The Outpatients, Relatives and Friends Committee

 

As a core aspect of regional governance, shared travel was fostered by a committee called the ‘Outpatients, Relatives and Friends Committee’, one of the patient-run committees under the Fraser House Governance Therapy/Re-socialising Program. This Committee would arrange the matching up of outpatient attendees at Big and Small Groups to maximize car-pooling and people travelling together for making of friendship bonds. Often people with very small family friendship networks and poor social skills would be voted on to the Outpatients, Relatives and Friends Committee to provide experience in social interaction. This was a major process for extending functional family-friend networks for patients prior to their leaving Fraser House.

 

Neville said (Oct 1998) that as a consequence, these visitors and their associated Fraser House patient(s) tended to obtain through their involvement in Fraser House, a completely revised and extended functional suburban friendship/support network composed typically, of up to seventy people who they met through Fraser House.

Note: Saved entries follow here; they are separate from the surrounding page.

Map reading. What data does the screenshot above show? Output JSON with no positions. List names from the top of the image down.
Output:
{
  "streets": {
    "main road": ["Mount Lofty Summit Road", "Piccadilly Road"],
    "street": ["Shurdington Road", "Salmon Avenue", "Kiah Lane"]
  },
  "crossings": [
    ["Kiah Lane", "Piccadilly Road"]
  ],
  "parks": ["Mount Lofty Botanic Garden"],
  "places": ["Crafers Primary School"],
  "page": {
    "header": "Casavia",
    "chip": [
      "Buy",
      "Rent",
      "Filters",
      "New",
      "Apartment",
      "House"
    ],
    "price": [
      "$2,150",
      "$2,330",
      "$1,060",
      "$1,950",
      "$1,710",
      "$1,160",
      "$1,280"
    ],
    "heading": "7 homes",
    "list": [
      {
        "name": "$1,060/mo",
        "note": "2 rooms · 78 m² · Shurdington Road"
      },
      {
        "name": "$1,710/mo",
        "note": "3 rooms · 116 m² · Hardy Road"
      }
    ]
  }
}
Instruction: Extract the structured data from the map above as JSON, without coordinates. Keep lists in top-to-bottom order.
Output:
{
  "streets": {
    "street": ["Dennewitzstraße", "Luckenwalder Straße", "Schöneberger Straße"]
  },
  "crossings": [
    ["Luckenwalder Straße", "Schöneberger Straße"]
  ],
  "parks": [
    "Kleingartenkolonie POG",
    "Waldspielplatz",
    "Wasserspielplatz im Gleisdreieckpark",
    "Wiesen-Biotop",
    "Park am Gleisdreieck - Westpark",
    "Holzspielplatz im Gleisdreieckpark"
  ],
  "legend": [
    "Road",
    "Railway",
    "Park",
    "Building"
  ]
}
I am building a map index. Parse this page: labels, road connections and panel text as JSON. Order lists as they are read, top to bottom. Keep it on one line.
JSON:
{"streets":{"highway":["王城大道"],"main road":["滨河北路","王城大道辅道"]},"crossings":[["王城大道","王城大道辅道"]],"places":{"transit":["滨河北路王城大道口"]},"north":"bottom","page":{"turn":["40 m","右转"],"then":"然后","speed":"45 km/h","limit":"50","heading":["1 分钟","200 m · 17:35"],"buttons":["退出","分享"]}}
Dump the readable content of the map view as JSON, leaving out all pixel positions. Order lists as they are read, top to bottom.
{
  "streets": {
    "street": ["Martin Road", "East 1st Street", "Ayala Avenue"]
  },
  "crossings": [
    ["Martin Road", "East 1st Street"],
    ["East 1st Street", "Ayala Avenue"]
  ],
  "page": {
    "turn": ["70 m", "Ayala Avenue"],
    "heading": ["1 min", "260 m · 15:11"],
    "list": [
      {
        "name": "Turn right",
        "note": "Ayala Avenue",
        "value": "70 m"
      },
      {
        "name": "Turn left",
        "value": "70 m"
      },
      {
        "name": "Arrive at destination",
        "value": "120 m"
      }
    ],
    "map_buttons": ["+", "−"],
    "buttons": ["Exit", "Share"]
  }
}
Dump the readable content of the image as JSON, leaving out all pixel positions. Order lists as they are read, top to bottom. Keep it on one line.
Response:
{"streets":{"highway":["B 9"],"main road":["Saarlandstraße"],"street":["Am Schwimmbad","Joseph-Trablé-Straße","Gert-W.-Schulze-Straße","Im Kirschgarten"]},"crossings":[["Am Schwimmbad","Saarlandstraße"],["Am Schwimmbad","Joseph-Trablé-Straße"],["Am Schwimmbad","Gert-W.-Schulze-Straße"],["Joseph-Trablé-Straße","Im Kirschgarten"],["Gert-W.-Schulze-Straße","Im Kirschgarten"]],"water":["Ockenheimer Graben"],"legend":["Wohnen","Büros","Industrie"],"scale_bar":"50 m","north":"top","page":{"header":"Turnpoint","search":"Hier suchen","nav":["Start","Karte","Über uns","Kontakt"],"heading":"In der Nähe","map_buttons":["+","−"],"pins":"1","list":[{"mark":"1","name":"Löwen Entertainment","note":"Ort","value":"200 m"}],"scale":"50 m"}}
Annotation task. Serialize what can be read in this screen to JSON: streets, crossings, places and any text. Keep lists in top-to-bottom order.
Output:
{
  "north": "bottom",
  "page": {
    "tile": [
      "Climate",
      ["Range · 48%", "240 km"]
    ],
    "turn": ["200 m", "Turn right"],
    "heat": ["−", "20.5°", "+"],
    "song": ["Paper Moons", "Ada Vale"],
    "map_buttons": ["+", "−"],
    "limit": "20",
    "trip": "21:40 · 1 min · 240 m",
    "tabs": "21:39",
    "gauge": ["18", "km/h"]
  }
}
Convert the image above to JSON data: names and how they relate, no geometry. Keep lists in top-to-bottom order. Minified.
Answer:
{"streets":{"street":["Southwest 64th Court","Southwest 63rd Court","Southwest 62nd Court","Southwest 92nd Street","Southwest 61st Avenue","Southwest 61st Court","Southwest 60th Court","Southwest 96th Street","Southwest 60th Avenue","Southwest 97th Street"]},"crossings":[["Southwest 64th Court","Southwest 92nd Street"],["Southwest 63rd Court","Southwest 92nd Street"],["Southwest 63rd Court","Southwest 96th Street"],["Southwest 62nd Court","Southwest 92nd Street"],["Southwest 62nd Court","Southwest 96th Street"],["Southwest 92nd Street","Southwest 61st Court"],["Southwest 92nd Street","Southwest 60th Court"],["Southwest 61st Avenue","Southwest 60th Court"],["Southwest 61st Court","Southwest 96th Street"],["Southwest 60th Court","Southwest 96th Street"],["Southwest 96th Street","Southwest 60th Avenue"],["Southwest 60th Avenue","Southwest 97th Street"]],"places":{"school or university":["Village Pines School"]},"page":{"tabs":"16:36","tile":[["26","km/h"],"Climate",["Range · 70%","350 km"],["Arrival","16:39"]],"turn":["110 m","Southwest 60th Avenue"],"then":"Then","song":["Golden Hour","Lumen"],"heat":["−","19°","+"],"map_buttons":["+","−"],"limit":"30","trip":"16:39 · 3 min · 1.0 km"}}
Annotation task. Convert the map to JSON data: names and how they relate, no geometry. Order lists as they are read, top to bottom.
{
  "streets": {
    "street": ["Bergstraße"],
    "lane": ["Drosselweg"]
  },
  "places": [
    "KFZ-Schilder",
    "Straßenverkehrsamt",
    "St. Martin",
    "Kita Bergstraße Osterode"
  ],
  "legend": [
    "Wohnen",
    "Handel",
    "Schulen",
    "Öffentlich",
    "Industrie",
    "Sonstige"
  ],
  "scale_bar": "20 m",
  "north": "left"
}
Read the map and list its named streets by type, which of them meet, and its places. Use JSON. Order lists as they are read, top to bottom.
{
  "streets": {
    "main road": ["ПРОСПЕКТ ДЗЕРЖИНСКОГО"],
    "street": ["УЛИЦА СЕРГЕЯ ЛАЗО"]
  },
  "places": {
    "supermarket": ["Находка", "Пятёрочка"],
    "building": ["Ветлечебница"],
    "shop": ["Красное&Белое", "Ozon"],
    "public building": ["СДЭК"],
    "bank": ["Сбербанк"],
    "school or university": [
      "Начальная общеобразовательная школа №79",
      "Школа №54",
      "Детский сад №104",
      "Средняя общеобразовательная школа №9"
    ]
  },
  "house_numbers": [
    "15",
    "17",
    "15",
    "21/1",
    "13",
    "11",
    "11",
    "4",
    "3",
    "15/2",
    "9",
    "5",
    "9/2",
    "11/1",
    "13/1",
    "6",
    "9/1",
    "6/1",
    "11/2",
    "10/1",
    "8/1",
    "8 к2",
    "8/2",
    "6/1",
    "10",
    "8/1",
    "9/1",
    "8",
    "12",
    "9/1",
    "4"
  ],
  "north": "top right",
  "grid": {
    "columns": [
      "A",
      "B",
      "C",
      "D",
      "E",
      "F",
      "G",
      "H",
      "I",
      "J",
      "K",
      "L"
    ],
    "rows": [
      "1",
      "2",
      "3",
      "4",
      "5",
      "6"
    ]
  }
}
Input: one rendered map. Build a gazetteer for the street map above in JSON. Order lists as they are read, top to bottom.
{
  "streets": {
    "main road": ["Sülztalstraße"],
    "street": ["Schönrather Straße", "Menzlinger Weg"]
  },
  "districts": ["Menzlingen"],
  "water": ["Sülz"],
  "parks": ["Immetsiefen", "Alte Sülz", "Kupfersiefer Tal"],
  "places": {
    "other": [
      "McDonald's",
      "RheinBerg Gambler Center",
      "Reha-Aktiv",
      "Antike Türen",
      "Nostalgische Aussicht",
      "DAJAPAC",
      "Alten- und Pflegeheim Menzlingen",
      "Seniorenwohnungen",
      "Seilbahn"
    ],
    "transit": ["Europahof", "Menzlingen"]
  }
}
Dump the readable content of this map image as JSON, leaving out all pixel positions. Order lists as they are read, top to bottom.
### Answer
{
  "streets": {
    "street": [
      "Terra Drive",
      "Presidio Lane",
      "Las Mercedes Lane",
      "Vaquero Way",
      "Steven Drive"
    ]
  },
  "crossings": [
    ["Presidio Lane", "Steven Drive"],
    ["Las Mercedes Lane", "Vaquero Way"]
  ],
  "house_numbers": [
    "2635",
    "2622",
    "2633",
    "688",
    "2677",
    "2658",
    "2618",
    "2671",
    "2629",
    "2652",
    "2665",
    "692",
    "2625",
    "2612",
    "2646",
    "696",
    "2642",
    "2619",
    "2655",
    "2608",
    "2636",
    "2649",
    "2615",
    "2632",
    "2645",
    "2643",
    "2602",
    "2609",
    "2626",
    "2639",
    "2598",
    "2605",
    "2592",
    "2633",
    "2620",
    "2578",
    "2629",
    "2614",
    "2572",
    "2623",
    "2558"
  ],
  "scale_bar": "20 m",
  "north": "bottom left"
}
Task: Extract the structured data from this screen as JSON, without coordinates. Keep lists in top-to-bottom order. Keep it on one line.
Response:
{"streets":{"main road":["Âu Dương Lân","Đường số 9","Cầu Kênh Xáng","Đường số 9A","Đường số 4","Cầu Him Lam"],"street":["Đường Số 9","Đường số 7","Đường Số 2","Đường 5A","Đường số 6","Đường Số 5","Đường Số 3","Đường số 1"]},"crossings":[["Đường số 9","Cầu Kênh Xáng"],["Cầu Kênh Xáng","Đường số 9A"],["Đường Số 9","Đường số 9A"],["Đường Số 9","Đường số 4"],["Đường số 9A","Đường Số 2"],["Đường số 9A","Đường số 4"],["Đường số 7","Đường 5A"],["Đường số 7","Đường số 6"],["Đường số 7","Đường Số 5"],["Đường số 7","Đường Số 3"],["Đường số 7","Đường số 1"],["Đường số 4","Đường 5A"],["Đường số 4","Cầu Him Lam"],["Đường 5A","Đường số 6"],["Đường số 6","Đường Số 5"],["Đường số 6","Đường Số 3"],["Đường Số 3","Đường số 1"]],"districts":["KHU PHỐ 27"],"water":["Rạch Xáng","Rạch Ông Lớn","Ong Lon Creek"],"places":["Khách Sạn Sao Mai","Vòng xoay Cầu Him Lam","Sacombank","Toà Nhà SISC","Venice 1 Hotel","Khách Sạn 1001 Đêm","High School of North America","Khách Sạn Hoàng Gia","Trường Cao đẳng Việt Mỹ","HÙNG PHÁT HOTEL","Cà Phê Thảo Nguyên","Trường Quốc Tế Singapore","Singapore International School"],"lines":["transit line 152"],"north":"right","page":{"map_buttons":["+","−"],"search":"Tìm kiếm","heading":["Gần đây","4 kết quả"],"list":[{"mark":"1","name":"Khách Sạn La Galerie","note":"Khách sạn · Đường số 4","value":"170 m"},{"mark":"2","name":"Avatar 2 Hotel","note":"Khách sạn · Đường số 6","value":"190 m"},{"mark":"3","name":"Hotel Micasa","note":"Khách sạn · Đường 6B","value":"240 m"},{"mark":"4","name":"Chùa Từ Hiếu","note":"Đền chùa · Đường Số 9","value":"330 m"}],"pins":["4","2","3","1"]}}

Recall that typically, patients arrived at Fraser house having from two to six dysfunctional members of their family and ‘friends’ in their lives. Some who had jobs had a workmate or two that they had some social contact with.

 

Constituting Rules and Constitutions

 

In involving patients and outpatients in self governance, Neville had them devise their own document entitled, ‘Patient’s Rules for Committees’ (Yeomans, N. 1965a, Vol. 2, p. 6-12). Neville sent a letter of congratulations to patients and outpatients on 17 Jan 1963 when they produced this document, giving them ‘100% for effort’ (Yeomans, N. 1965a, Vol. 2, p. 13). I found Neville was superb in giving recognition. A monograph prepared by patients and outpatients was, ‘The Constitution of the Fraser House Relatives and Friends Group’ (Yeomans, N. 1965a, Vol. 2, p. 50-60). Patients and outpatients in other committees devised their own constitution. All of this was, for Neville, part of the community’s creating a social system of law for the Unit from within the lore of their own constituting. This is another glimpse of Neville modelling epochal shift through social re-constituting.

 

Appendix 13 outlines all the various patient committees at a particular point in time, and provides a sense of the comprehensive breadth of committee action. Committees were constantly being reviewed and/or changed, including which staff function was devolved to which committee, the roles of each committee, the membership of each committee, including membership criteria, the split between in-patient and outpatient membership, and the staff present at each committee meeting.

 

SUMMARY

 

This Chapter has discussed the Unit’s milieu as a therapeutic community. Patient self-governance and law/rule making via patient committees were outlined. In the Fraser House Governance Therapy, Neville was evolving praxis towards folk community reconstituting their local lore and law as a model of this vital aspect of reconstituting collapsed societies and evolving folk based transitions towards a caring new epoch (Yeomans, N. 1971c; Yeomans 1974; Yeomans and Spencer 1999). The next chapter explores Neville’s evolving and use of whole community Big Meetings.